Case Result | Virginia Workers’ Compensation | Spinal Cord Injury | Permanent Total Disability
A $2.5 million result does not happen by accident, especially after the insurer has already paid close to $2.5 million in wage loss and medical benefits. It happens because you understand how to value a catastrophic injury case, how to fight for every benefit while the case is open, and how to force a reckoning when the numbers are finally on the table.
My client suffered a spinal cord injury that left him permanently paralyzed and dependent on a motorized wheelchair, home healthcare, and family members for the rest of his life.

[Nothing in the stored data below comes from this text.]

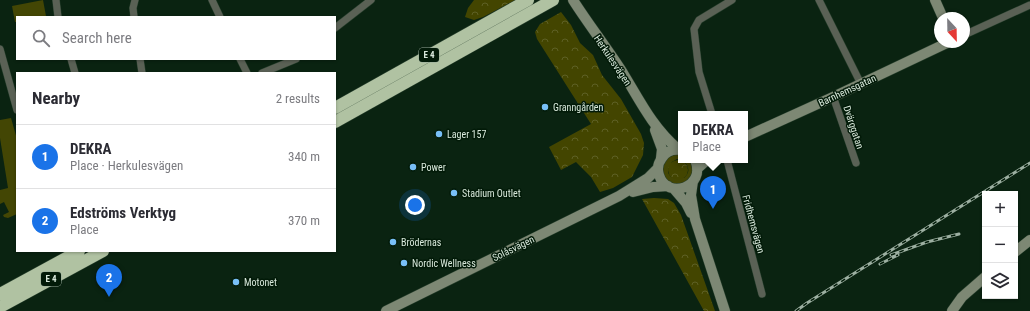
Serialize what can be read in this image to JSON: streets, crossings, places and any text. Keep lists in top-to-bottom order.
{
  "streets": {
    "highway": ["E 4"],
    "street": [
      "Herkulesvägen",
      "Barnhemsgatan",
      "Dvärggatan",
      "Fridhemsvägen",
      "Solåsvägen"
    ]
  },
  "crossings": [
    ["Herkulesvägen", "Solåsvägen"],
    ["Barnhemsgatan", "Dvärggatan"]
  ],
  "places": [
    "Granngården",
    "Lager 157",
    "Power",
    "Stadium Outlet",
    "Brödernas",
    "Nordic Wellness",
    "Motonet"
  ],
  "north": "bottom",
  "page": {
    "search": "Search here",
    "heading": ["Nearby", "2 results"],
    "popup": ["DEKRA", "Place"],
    "list": [
      {
        "mark": "1",
        "name": "DEKRA",
        "note": "Place · Herkulesvägen",
        "value": "340 m"
      },
      {
        "mark": "2",
        "name": "Edströms Verktyg",
        "note": "Place",
        "value": "370 m"
      }
    ],
    "pins": ["1", "2"],
    "map_buttons": ["+", "−"]
  }
}
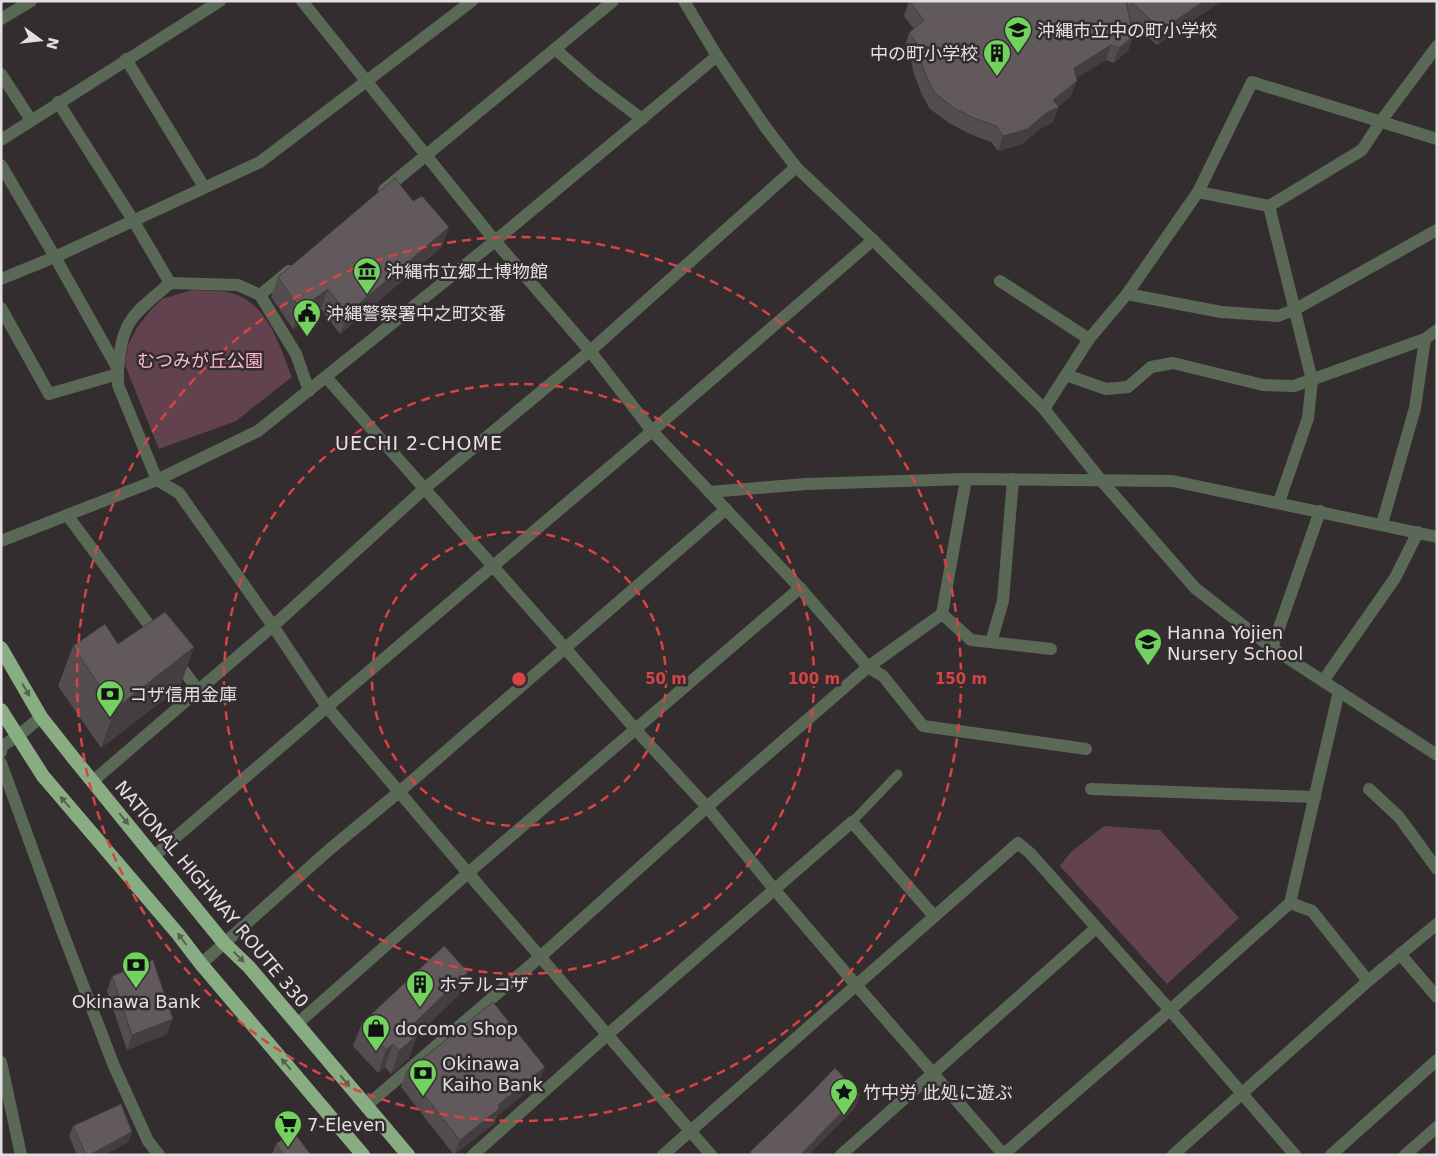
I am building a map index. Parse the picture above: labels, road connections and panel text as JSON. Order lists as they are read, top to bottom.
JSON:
{
  "streets": {
    "highway": ["NATIONAL HIGHWAY ROUTE 330"]
  },
  "districts": ["UECHI 2-CHOME"],
  "parks": ["むつみが丘公園"],
  "places": {
    "school or university": ["沖縄市立中の町小学校", "Hanna Yojien Nursery School"],
    "building": ["中の町小学校", "ホテルコザ"],
    "museum": ["沖縄市立郷土博物館"],
    "public building": ["沖縄警察署中之町交番"],
    "bank": ["コザ信用金庫", "Okinawa Bank", "Okinawa Kaiho Bank"],
    "shop": ["docomo Shop"],
    "place": ["竹中労 此処に遊ぶ"],
    "supermarket": ["7-Eleven"]
  },
  "north": "right",
  "rings": ["50 m", "100 m", "150 m"]
}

By the time we reached mediation in February 2024, the defendants had already paid approximately $2,483,362.41 in total benefits. But there was still a substantial dispute about what the future was worth. That dispute, and how we resolved it, resulted in a global settlement exceeding $2.5 million when the lump-sum payment and the structured annuity are combined.
The Injury and the Claim
In 2017, a tree branch struck my client in the head, causing him to fall while he was logging a tree, many feet above the ground.
This injury left him paraplegic. He uses a motorized wheelchair and receives around-the-clock home health care from nurses and family members. He will remain totally and permanently disabled for the rest of his life.
Virginia Code Section 65.2-503(C) provides wage loss benefits for life when an employee’s injury results in total paralysis. The usual statutory cap of 500 weeks of combined temporary total disability (TTD), temporary partial disability (TPD), and permanent partial disability (PPD) benefits does not apply.
With the statutory cap not in play, the focus shifted to negotiating a settlement that accounted for my client’s life expectancy, the cost of his medical care over that period, and whether a lump-sum settlement made more financial sense than a lifetime of weekly payments whose amount already strained him financially.
When We Entered the Case
My firm did not handle this case from the beginning. My client hired us in August 2018, after his first attorney moved to withdraw as counsel. He came to us at one of the worst possible moments: not only did he not have legal representation, but the defendants had also filed an application for a hearing seeking to terminate his wage-loss payments, alleging a refusal to cooperate with medical treatment.
We inherited this situation: a paraplegic client, no attorney, and an active employer application threatening to cut off his income.
Our first move was to defend the application and negotiate a resolution so my client could receive income. Within a few weeks, we had secured the reinstatement of my client’s benefits, which continued thereafter, through the settlement date.
That was only the beginning of the legal work. Over the next several years, we prosecuted claims for around-the-clock home healthcare services and for payment for healthcare provided by family members, and obtained reimbursement for various treatments. We negotiated a stipulation requiring the defendants to provide home health services seven days a week from 10:00 p.m. to 8:00 a.m. We also worked out an arrangement in which the defendants paid for my client to spend a closed period in a residential care facility.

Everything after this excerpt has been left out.